What you need to do: Exactly what is written in the records below should be returned, minus the images.

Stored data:

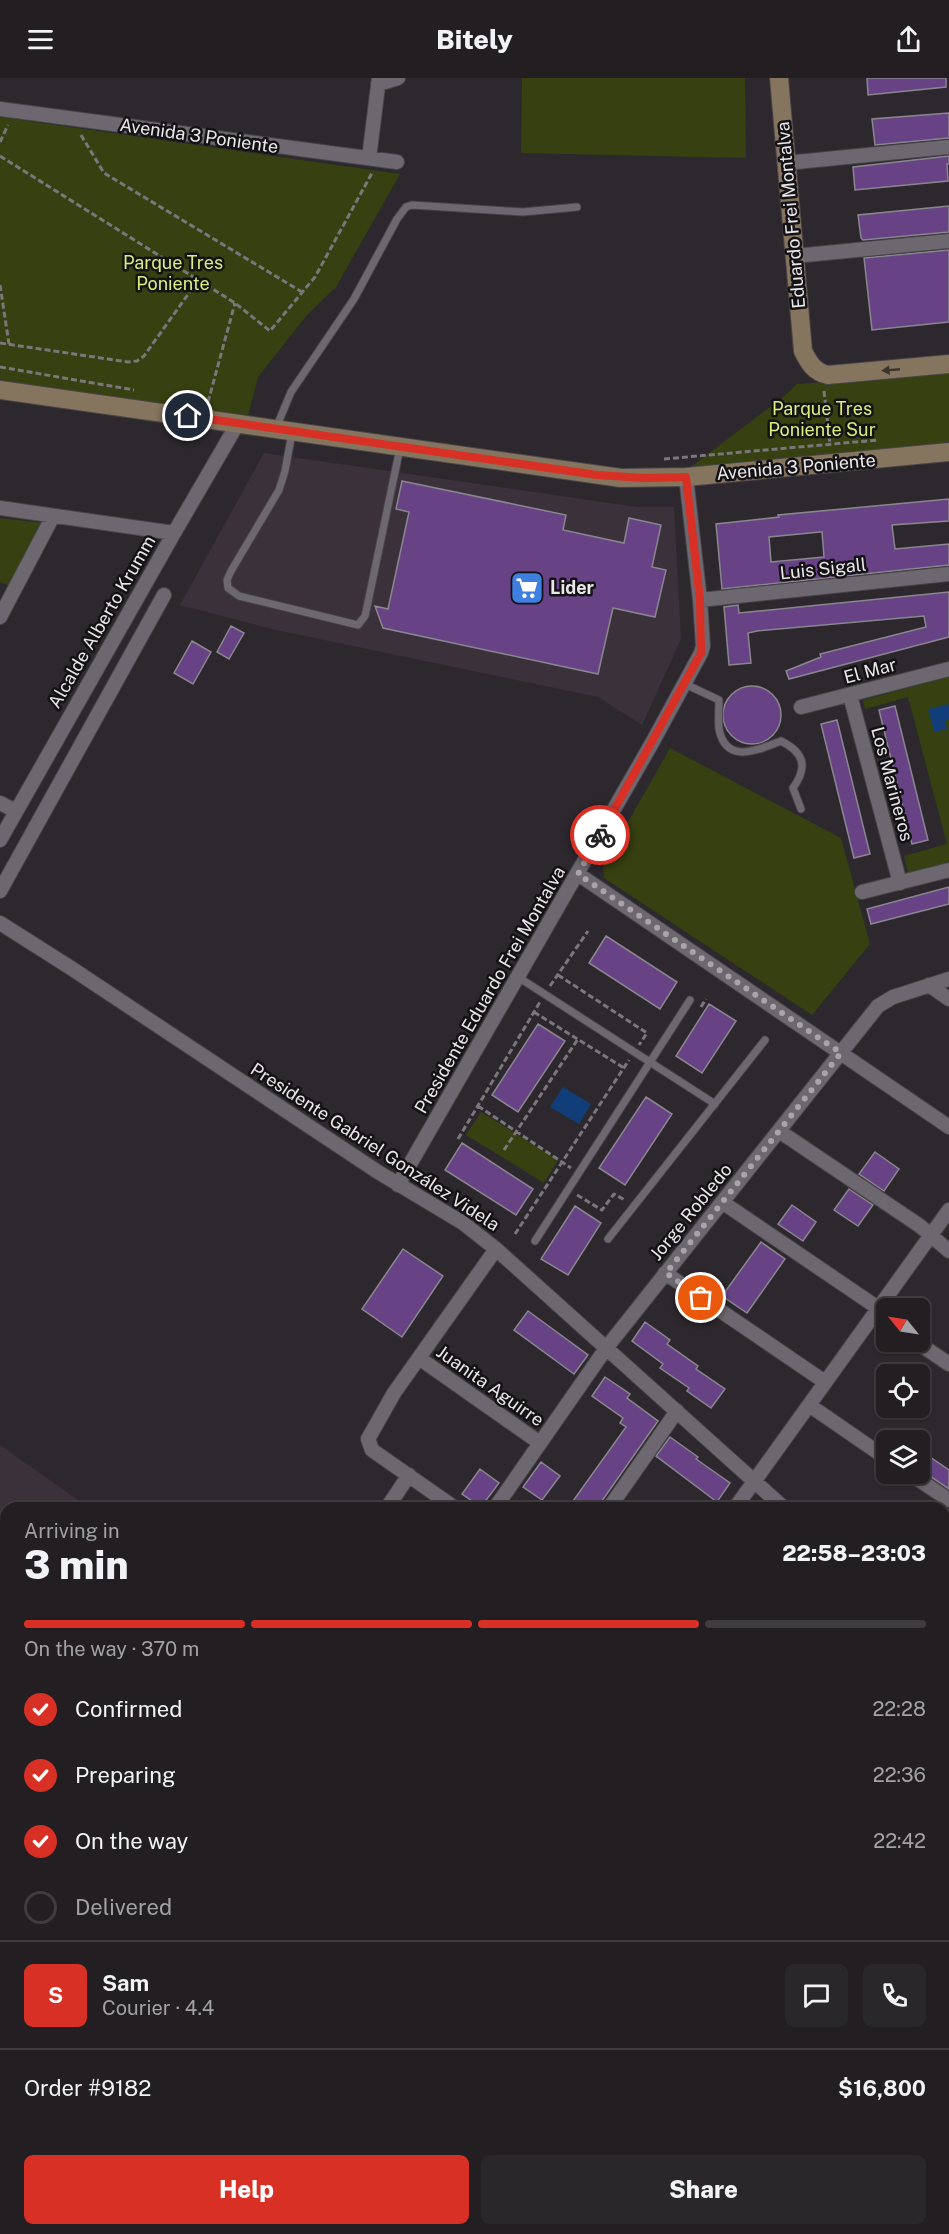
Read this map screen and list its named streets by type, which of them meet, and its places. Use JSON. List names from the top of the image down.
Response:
{
  "streets": {
    "main road": ["Avenida 3 Poniente", "Eduardo Frei Montalva"],
    "street": [
      "Luis Sigall",
      "Alcalde Alberto Krumm",
      "El Mar",
      "Los Marineros",
      "Presidente Eduardo Frei Montalva",
      "Presidente Gabriel González Videla",
      "Jorge Robledo",
      "Juanita Aguirre"
    ]
  },
  "crossings": [
    ["Avenida 3 Poniente", "Alcalde Alberto Krumm"],
    ["Avenida 3 Poniente", "Presidente Eduardo Frei Montalva"],
    ["Luis Sigall", "Presidente Eduardo Frei Montalva"],
    ["El Mar", "Los Marineros"],
    ["Presidente Eduardo Frei Montalva", "Presidente Gabriel González Videla"],
    ["Presidente Gabriel González Videla", "Jorge Robledo"],
    ["Jorge Robledo", "Juanita Aguirre"]
  ],
  "parks": ["Parque Tres Poniente", "Parque Tres Poniente Sur"],
  "places": {
    "supermarket": ["Lider"]
  },
  "north": "top left",
  "page": {
    "header": "Bitely",
    "heading": ["3 min", "Arriving in", "22:58–23:03"],
    "panel": [
      "Sam",
      "Courier · 4.4",
      "Order #9182",
      "$16,800"
    ],
    "bar": "On the way · 370 m",
    "list": [
      ["Confirmed", "22:28"],
      ["Preparing", "22:36"],
      ["On the way", "22:42"],
      "Delivered"
    ],
    "round": "S",
    "buttons": ["Help", "Share"]
  }
}
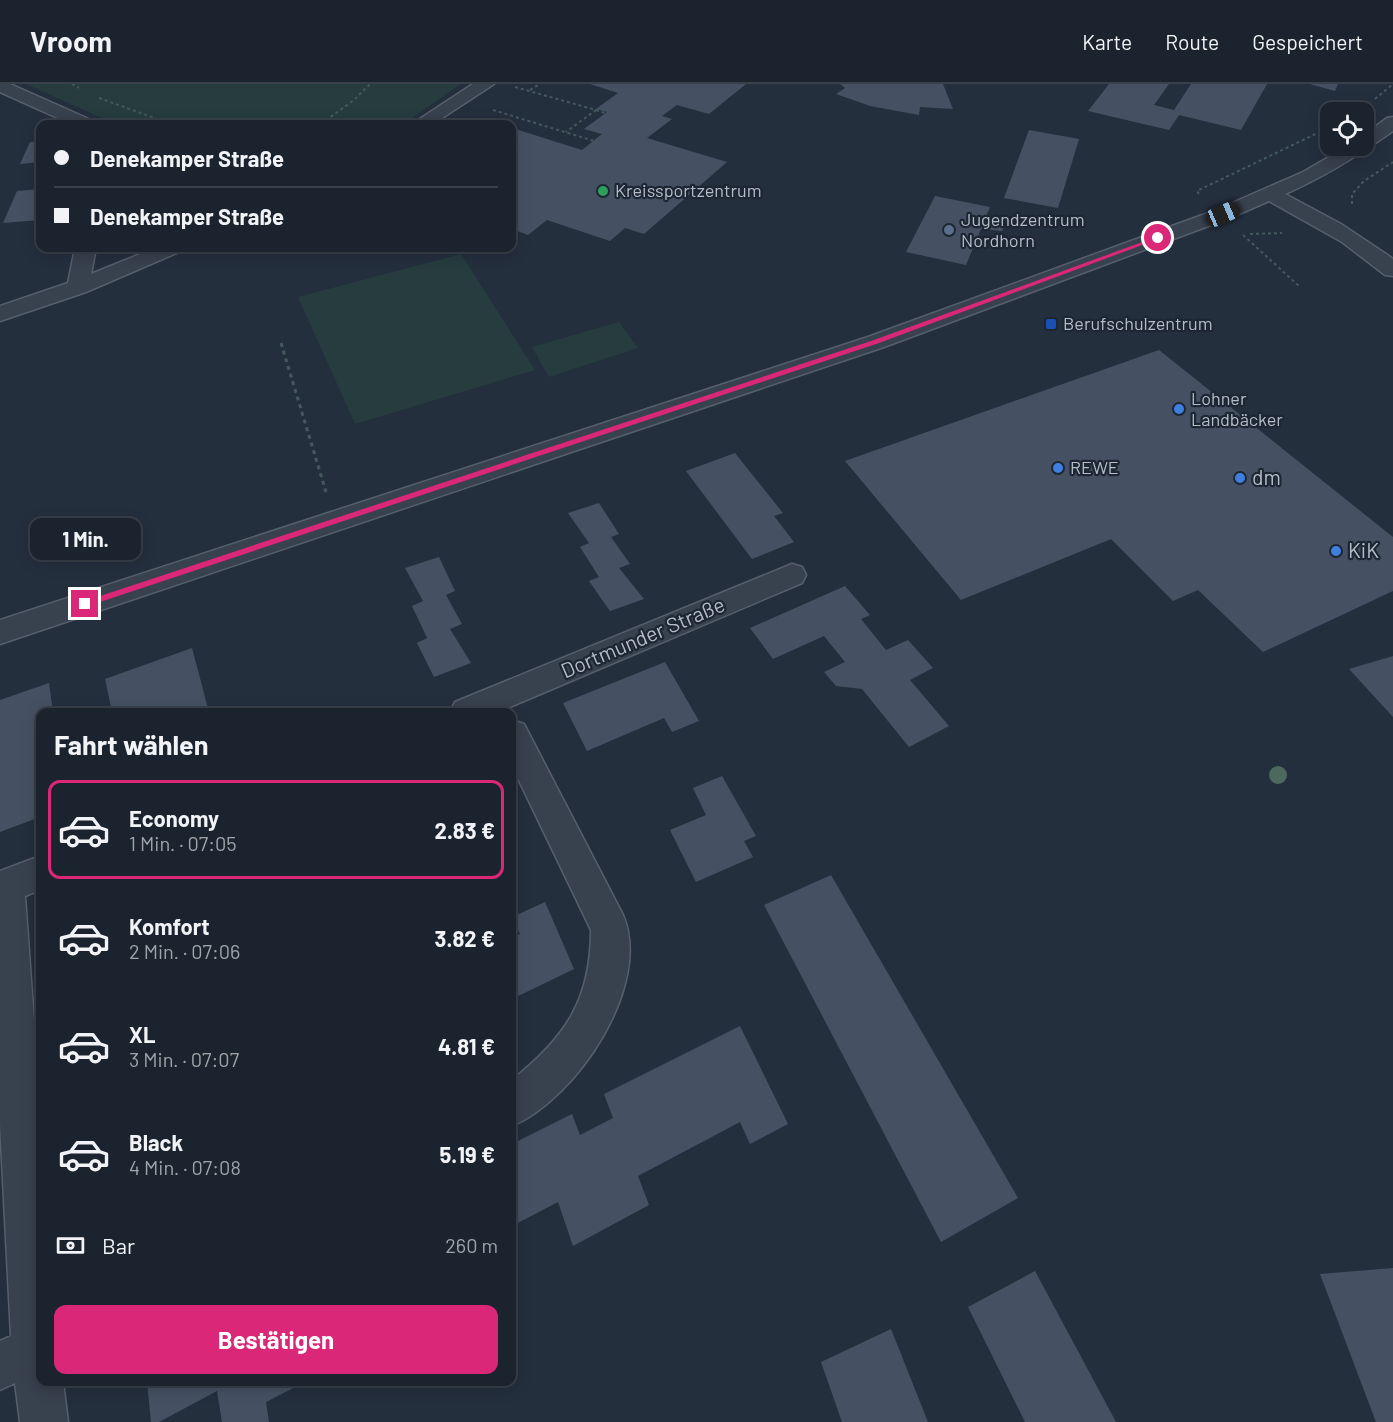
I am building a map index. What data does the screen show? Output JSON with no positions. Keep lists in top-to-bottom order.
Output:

Finished exercise:
Read this map screen and list its named streets by type, which of them meet, and its places. Use JSON. List names from the top of the image down.
Response:
{
  "streets": {
    "main road": ["Avenida 3 Poniente", "Eduardo Frei Montalva"],
    "street": [
      "Luis Sigall",
      "Alcalde Alberto Krumm",
      "El Mar",
      "Los Marineros",
      "Presidente Eduardo Frei Montalva",
      "Presidente Gabriel González Videla",
      "Jorge Robledo",
      "Juanita Aguirre"
    ]
  },
  "crossings": [
    ["Avenida 3 Poniente", "Alcalde Alberto Krumm"],
    ["Avenida 3 Poniente", "Presidente Eduardo Frei Montalva"],
    ["Luis Sigall", "Presidente Eduardo Frei Montalva"],
    ["El Mar", "Los Marineros"],
    ["Presidente Eduardo Frei Montalva", "Presidente Gabriel González Videla"],
    ["Presidente Gabriel González Videla", "Jorge Robledo"],
    ["Jorge Robledo", "Juanita Aguirre"]
  ],
  "parks": ["Parque Tres Poniente", "Parque Tres Poniente Sur"],
  "places": {
    "supermarket": ["Lider"]
  },
  "north": "top left",
  "page": {
    "header": "Bitely",
    "heading": ["3 min", "Arriving in", "22:58–23:03"],
    "panel": [
      "Sam",
      "Courier · 4.4",
      "Order #9182",
      "$16,800"
    ],
    "bar": "On the way · 370 m",
    "list": [
      ["Confirmed", "22:28"],
      ["Preparing", "22:36"],
      ["On the way", "22:42"],
      "Delivered"
    ],
    "round": "S",
    "buttons": ["Help", "Share"]
  }
}
I am building a map index. What data does the screen show? Output JSON with no positions. Keep lists in top-to-bottom order.
Output:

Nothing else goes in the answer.